According to a recent McKinsey & Company and Lean In report, Women in the Workplace, “one in three mothers may be forced to scale back or opt out” of their jobs because of Covid-19. Indeed, compared to women without children and men, working mothers have reduced to a greater degree their working hours. Indeed, as highlighted in Gender Differences in the Impact of COVID-19, among college-educated workers, mothers have reduced their working hours by 64% while women (without children) have reduced them by 52% and men by 36%. For other working mothers, the situation has proven so untenable, that they’ve contemplated stepping away from their jobs or have already left the labor force.
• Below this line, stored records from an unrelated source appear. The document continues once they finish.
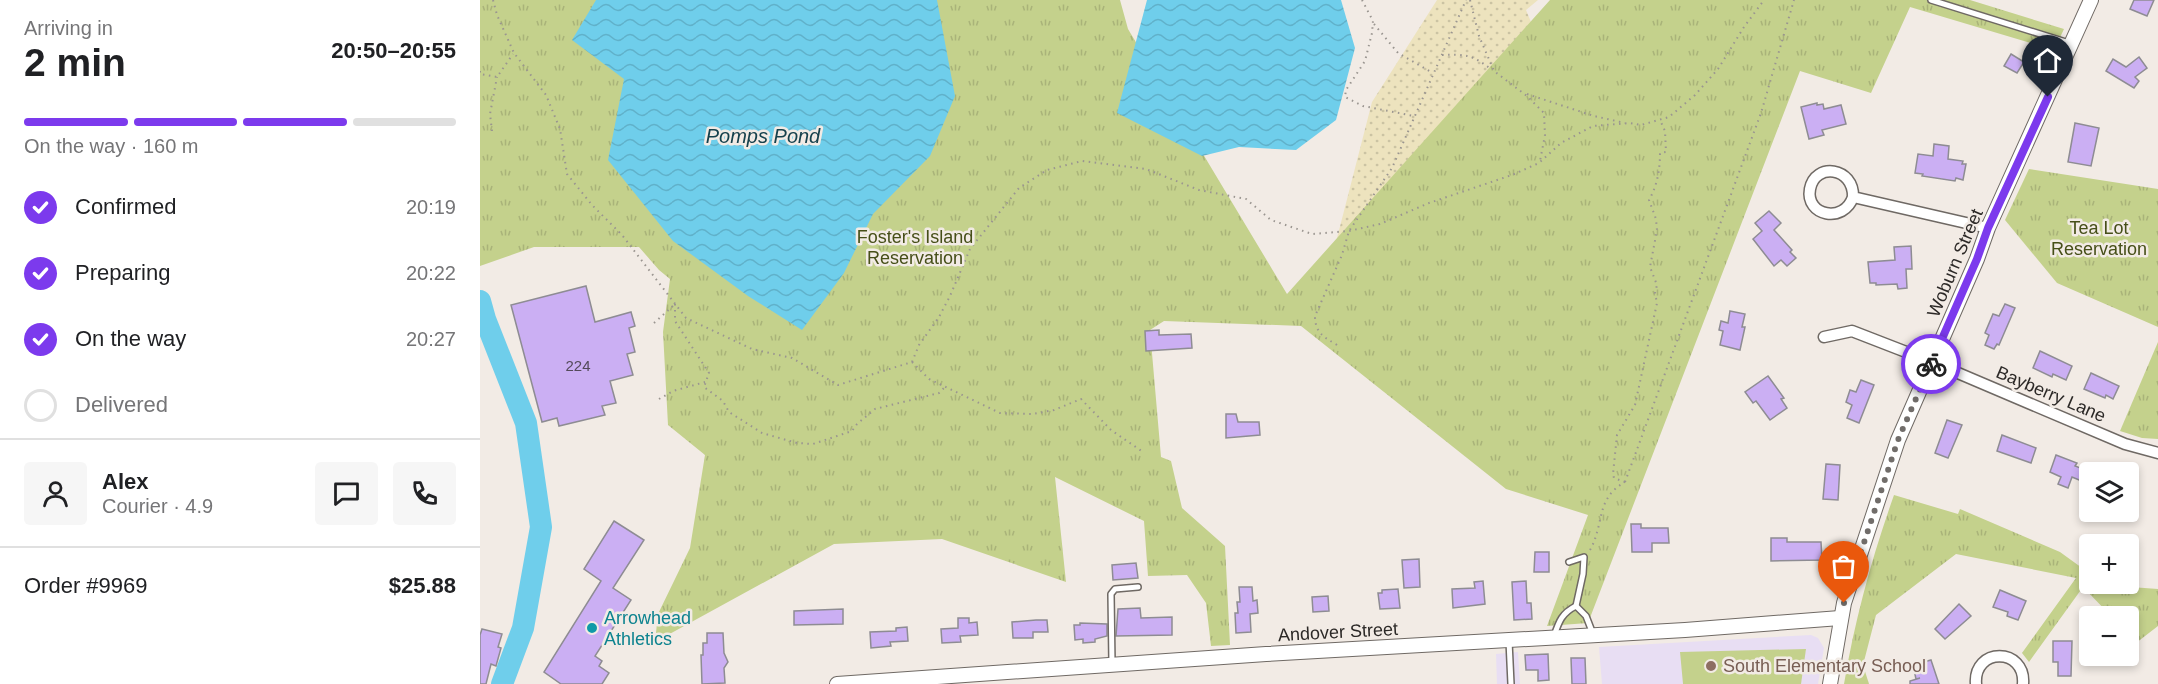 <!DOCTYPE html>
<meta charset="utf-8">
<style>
:root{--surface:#fff;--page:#f6f6f6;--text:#202124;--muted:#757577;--line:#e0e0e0;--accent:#7c3aed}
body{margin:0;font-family:Helvetica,sans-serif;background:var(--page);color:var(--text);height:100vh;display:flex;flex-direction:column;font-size:22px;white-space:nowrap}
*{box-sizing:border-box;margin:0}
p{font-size:20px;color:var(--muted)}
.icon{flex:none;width:33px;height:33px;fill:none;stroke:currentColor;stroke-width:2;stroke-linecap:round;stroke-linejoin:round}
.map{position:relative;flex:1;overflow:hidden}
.side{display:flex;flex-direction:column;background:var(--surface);width:480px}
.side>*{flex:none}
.tools{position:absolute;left:1599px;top:462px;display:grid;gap:12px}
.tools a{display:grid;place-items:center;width:60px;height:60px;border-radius:6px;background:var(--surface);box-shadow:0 3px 9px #0003;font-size:30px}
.pin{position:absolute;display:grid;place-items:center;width:51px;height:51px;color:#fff;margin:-62px -26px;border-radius:50% 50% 50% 0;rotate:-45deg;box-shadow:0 0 6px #0007}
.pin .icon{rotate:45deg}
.courier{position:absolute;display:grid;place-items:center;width:60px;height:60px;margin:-30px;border:4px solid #7c3aed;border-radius:50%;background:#fff;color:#222;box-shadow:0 2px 8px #0007}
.head em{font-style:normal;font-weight:800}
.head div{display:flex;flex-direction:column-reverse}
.head{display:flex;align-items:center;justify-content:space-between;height:102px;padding:0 24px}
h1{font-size:39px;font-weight:800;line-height:45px}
.bar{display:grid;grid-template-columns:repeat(4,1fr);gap:9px 6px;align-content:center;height:72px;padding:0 24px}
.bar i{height:8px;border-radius:4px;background:var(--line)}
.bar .active{background:var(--accent)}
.bar p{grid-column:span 4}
.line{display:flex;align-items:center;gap:15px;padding:0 24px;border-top:2px solid var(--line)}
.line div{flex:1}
.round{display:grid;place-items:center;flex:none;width:63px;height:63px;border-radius:6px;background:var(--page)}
ol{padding:0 24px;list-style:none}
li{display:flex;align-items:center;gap:18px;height:66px}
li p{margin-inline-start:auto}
li .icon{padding:6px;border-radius:50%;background:var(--accent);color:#fff;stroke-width:4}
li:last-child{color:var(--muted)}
li i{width:33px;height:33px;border:3px solid var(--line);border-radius:50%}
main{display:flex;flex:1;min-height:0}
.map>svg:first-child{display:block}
.education{fill:#e8def3}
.grass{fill:#c4d18c}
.sand{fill:url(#sand-dots)}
.park{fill:url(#park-tufts)}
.water{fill:url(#water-waves)}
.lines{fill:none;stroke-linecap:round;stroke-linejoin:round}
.river{stroke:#6fceeb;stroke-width:22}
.building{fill:#cbaff3;stroke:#8e8c93;stroke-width:1.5}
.service-casing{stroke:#6f6964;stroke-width:8}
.minor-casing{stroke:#6f6964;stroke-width:13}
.tertiary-casing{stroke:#6f6964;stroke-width:16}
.path{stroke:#9a9590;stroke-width:2;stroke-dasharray:1.5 4.5;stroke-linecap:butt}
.service{stroke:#fff;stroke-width:5}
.minor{stroke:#fff;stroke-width:10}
.tertiary{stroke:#fff;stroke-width:14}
.done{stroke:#716d6a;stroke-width:6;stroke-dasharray:0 10.8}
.route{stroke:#7c3aed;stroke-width:8}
.culture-dot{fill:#0f9aa8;stroke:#f2ebe5;stroke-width:2}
.education-dot{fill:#8d6e63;stroke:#f2ebe5;stroke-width:2}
.labels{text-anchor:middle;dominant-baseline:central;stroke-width:5;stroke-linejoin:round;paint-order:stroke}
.number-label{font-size:15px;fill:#544a5a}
.park-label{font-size:18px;fill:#464f18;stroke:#f2ebe5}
.street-label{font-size:18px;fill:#2c2927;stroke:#f2ebe5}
.culture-label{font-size:18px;fill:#0d838f;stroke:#f2ebe5;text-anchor:start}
.education-label{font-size:18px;fill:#785e54;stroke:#f2ebe5;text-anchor:start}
.water-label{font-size:20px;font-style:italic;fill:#15414d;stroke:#f2ebe5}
</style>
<main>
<section class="side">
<div class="head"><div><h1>2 min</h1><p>Arriving in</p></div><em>20:50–20:55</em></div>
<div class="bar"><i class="active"></i><i class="active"></i><i class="active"></i><i></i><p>On the way · 160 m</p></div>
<ol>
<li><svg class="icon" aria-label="check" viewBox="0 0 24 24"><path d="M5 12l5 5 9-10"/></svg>Confirmed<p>20:19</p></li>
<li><svg class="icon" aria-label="check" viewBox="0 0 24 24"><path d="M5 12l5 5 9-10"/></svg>Preparing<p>20:22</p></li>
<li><svg class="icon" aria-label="check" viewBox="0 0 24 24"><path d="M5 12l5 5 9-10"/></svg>On the way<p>20:27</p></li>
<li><i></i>Delivered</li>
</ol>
<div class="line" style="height:108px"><a class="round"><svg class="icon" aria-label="person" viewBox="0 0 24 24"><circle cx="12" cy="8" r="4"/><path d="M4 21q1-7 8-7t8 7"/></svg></a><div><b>Alex</b><p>Courier · 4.9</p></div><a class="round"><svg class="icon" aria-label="chat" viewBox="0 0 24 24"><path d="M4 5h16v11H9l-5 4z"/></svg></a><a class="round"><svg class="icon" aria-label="phone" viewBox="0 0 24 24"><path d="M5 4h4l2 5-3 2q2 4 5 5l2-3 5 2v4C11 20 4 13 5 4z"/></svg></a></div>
<div class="line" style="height:78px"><div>Order #9969</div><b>$25.88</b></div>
</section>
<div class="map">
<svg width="1678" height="684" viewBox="0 0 1678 684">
<defs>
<pattern id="sand-dots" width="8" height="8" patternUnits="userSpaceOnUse" patternTransform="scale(1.5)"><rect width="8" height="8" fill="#ede3be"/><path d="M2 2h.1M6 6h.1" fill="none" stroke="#cbc3a3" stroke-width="1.8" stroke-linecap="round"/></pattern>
<pattern id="park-tufts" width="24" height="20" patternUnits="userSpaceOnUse" patternTransform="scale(1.5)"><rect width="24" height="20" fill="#c4d18c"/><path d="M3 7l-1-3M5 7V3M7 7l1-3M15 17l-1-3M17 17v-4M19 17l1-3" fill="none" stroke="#a9b379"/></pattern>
<pattern id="water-waves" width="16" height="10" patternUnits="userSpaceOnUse" patternTransform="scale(1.5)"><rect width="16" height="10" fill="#6fceeb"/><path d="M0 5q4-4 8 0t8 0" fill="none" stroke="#60b1ca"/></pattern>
</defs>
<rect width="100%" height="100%" fill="#f2ebe5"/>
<g class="education">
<path d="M1331 635 1338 638 1344 648 1338 684H1122L1119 647Z"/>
<path d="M1038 652 1040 684H1017L1016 654Z"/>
</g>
<path class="grass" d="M1326 649 1321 684H1203L1200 652Z"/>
<path class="sand" d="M957 0H1058L1046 10 1073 75 856 242 892 102Z"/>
<g class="park">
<path d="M0 0H640L648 29 807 294 1070 0H1490L1584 29 1574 50 1430 7 1391 93 1320 71 1108 623 1067 626 1108 515 1026 489 821 326 684 321 670 330 681 457 691 461 702 508 745 546 750 645 731 646 726 603 707 575 668 576 664 521 575 477 586 582 462 539 354 544 175 642 178 614 210 548 225 455 188 425 183 332 190 279 179 270 159 247H54L0 266Z"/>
<path d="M1549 169 1678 189V327L1577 283 1525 220Z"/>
<path d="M1678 342V439L1662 438 1640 431Z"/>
<path d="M1414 495 1478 514 1480 509 1580 552 1609 573 1610 584 1678 589V626L1656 643 1649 635 1648 616H1631L1603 587 1549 662 1542 653 1596 578 1476 554 1396 615 1383 665 1389 684H1364C1375 619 1392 557 1414 495Z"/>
</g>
<g class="water">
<path d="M116 0H457L475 96 450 156 393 214 364 273 322 330 268 296 193 241 128 160 144 79 92 40Z"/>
<path d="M667 0H861L875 48 856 120 816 150 759 147 722 156 637 113Z"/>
</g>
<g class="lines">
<path class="river" d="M0 301 5 319 46 423 61 527 43 628 22 684"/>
</g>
<g class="building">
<path d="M1654 0H1674L1667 16 1650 9Z"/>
<path d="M1531 54 1544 62 1537 73 1524 66Z"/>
<path d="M1659 57 1667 68 1655 77 1659 81 1654 88 1626 71 1633 59 1646 67Z"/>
<path d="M1337 103V105L1343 104 1344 109 1361 105 1366 124 1342 130 1344 135 1329 139 1321 107Z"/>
<path d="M1595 123 1619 128 1611 166 1588 162Z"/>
<path d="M1454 144 1469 146 1468 159 1483 161 1482 164H1486L1483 180 1476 178 1475 181 1442 176 1443 174 1435 173 1438 154 1453 156Z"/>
<path d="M1289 211 1301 223 1294 230 1312 250 1310 252 1316 258 1307 266 1301 260 1294 266 1273 239 1282 231 1275 223Z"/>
<path d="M1431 246 1432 269H1426L1427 288 1418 289 1417 284 1396 285V283H1390L1388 262 1415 260 1414 247Z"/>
<path d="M106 286 115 322 151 312 155 326 149 328 155 352 147 354 153 375 130 381 136 403 122 406 125 415 79 426 77 418 62 422 31 305Z"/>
<path d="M1525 304 1535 308 1519 345 1517 344 1514 349 1505 345 1509 335 1505 333 1513 314 1519 316Z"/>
<path d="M1250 311 1265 314 1262 327H1265L1260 350 1240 345 1243 331 1239 330 1241 321 1248 323Z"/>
<path d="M679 330V335L711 334 712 348 666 351 665 331Z"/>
<path d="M1560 351 1592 366 1586 380 1573 374 1572 377 1553 368Z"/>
<path d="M1611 373 1639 386 1633 399 1626 395 1625 398 1604 389Z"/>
<path d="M1288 376 1304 398 1301 399 1307 408 1290 420 1276 401 1273 403 1265 392Z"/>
<path d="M1381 380 1394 385 1379 423 1367 418 1372 405 1366 402 1370 390 1376 392Z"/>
<path d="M746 414H756L758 422H779L780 435 746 438Z"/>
<path d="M1467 420 1482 425 1468 458 1455 453Z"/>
<path d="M1522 435 1556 448 1551 463 1517 451Z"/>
<path d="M1576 455 1597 463 1595 466 1608 471 1604 482 1592 477 1588 488 1578 484 1581 477 1570 472Z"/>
<path d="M1346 464 1360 465 1358 500 1343 499Z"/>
<path d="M134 521 164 540 133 588 151 600 115 656 122 661 119 666 129 673 122 684H81L64 672 121 581 104 569Z"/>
<path d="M1151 524H1161V528H1188L1189 543H1172V552H1152Z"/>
<path d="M1291 538H1307V542H1341L1342 560 1291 561Z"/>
<path d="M1055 552H1069V572H1054Z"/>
<path d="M939 559 940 587 924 588 922 560Z"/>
<path d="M656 563 658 578 633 580 632 565Z"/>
<path d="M1003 581 1005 604 973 608 972 589 995 588 994 582Z"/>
<path d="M1046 581 1047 603H1051L1052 619 1034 620 1032 582Z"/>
<path d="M759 587H772L773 601 777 600 778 613 770 614 771 632 756 633 755 613H758L757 602H760Z"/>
<path d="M918 589 920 608 900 609 898 593H902V590Z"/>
<path d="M1520 590 1546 601 1538 620 1527 616 1528 612 1513 607Z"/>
<path d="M848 596 849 611 833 612 832 597Z"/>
<path d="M1479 604 1491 616 1465 639 1455 629Z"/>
<path d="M660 608 661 618 692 617V635L636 636 638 609Z"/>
<path d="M363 609V624L314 625V611Z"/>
<path d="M478 618H489V623L497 622 498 635 480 636 481 642 462 643 461 629 478 628Z"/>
<path d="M556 620H567L568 632H553V638H533L532 622Z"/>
<path d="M600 623 627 624V636L615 639V642L603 643V639L595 640 594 625H600Z"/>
<path d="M427 627 428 641 410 642 411 646 391 648 390 632 416 631V628Z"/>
<path d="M2 629 22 634 18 647 21 648 16 666 11 664 6 684H0V635Z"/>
<path d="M227 633H243L244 653 248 662 244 668 245 683 222 684 221 655H223V643H227Z"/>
<path d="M1573 641H1592L1591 676H1578V662H1573Z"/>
<path d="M1068 654 1069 680 1058 681V670H1046L1045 655Z"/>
<path d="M1091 658H1105L1106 684H1092Z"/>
<path d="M1451 660 1459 684H1430V681L1440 678 1436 679 1433 665Z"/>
</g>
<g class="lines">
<g class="service-casing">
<g id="service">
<path d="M1451 0 1589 43"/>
<path d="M1089 562 1104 557 1103 574 1096 606"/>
<path d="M1074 636C1079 621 1082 613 1096 606L1106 616 1113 634"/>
<path d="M1029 641 1031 684"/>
<path d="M632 664 631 594 635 589 658 587"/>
</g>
</g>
<g class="minor-casing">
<g id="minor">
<path d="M1373 197C1364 224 1325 216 1330 189 1335 162 1374 167 1373 197L1508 228"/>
<path d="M1344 337 1372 331 1452 362 1645 444 1678 453"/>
<path d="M1496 684C1493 647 1546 647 1543 684"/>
</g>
</g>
<g class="tertiary-casing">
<g id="tertiary">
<path d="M357 684 786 654 1205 630 1360 618"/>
<path d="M1350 684 1364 603 1418 440 1497 259 1508 228 1611 0"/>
</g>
</g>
<g class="path">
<path d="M13 0 17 15 34 53 66 95 80 129 87 174 112 205 142 235 206 318 272 349 312 358 358 385 432 362"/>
<path d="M882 0 893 21 892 33 885 61 866 90 865 97 883 106 934 116"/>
<path d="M990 0 999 36 1014 71 1047 96 1064 113 1065 135 1060 161"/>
<path d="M894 24 918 53 953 73"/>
<path d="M962 55C986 54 993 55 1012 70"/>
<path d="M0 71V74L17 77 33 54"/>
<path d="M1047 94 1114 116 1145 123"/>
<path d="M12 131 10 114 17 77"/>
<path d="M195 304V321L229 373 224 387 243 401 249 412 282 433 317 443 333 444 372 431 377 424 395 409 459 393 466 386"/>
<path d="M174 323 195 304"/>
<path d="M857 345C844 337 835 333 835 316L862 255 869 231 912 168 986 0"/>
<path d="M432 362 439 345 459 317 470 296 490 249 539 188 567 170 602 161 666 169 719 190 766 199 791 220 832 234 869 231 900 224 949 203 1032 175 1059 163 1081 143 1113 126 1150 123 1161 125 1189 117 1215 95 1238 69 1264 27 1284 0"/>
<path d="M432 362 449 379 520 413 553 414 574 410 601 399 631 430 663 452"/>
<path d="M179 399 193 391 225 382"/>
<path d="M1145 482 1281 113 1314 0"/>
<path d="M1145 482 1134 478 1133 474 1137 435 1155 405 1177 303 1175 293 1177 285 1170 267 1177 230 1176 219 1169 200C1177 186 1180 170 1180 153L1186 152 1185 131 1180 120"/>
<path d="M1110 550C1125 523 1115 499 1145 482"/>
</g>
<use href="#service" class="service"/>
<use href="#minor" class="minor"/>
<use href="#tertiary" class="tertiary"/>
</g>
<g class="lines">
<path class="done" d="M1364 603 1418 440 1451 364"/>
<path class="route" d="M1451 364 1497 259 1508 228 1568 97"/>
</g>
<circle class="culture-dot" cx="112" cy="628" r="6"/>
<circle class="education-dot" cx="1231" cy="666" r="6"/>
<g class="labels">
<g class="number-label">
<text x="98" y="365">224</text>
</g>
<g class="park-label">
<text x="1619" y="228">Tea Lot<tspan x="1619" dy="21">Reservation</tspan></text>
<text x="435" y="237">Foster's Island<tspan x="435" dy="21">Reservation</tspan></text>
</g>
<g class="street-label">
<text transform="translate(1475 263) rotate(-67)">Woburn Street</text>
<text transform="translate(1571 394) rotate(23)">Bayberry Lane</text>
<text transform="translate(858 632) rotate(-3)">Andover Street</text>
</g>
<g class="culture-label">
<text x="124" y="618">Arrowhead<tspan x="124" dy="21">Athletics</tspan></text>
</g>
<g class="education-label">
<text x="1243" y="666">South Elementary School</text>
</g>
<g class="water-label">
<text x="283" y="136">Pomps Pond</text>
</g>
</g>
</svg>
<div class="tools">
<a><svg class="icon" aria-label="layers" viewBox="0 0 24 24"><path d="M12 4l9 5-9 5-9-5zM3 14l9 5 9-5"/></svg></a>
<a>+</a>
<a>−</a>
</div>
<div class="pin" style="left:1364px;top:603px;background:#ea580c"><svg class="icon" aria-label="bag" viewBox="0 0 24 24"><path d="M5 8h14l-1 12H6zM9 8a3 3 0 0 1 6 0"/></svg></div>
<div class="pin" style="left:1568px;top:97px;background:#1f2937"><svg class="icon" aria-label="home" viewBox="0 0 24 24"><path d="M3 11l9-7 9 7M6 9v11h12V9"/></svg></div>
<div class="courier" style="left:1451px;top:364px"><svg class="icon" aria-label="bike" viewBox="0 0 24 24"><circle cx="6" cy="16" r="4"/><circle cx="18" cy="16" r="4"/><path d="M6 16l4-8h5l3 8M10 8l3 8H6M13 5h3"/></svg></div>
</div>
</main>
The negative impacts of the pandemic have disproportionately touched working women on a global scale too, as underscored in a 2020 McKinsey Global Institute report, Covid-19 and Gender Equality: Countering the Regressive Effects. Though women comprise only 39% of global employment, they’ve suffered 54% of overall job losses. Much is at stake if these trends continue as this report warns: a projected Global GDP growth $1 trillion lower in 2030. Unfortunately with no clear end in sight, the pandemic is likely to remain a powerful threat to the retention of women to the American and global workforces that only direct and immediate action could possibly mitigate.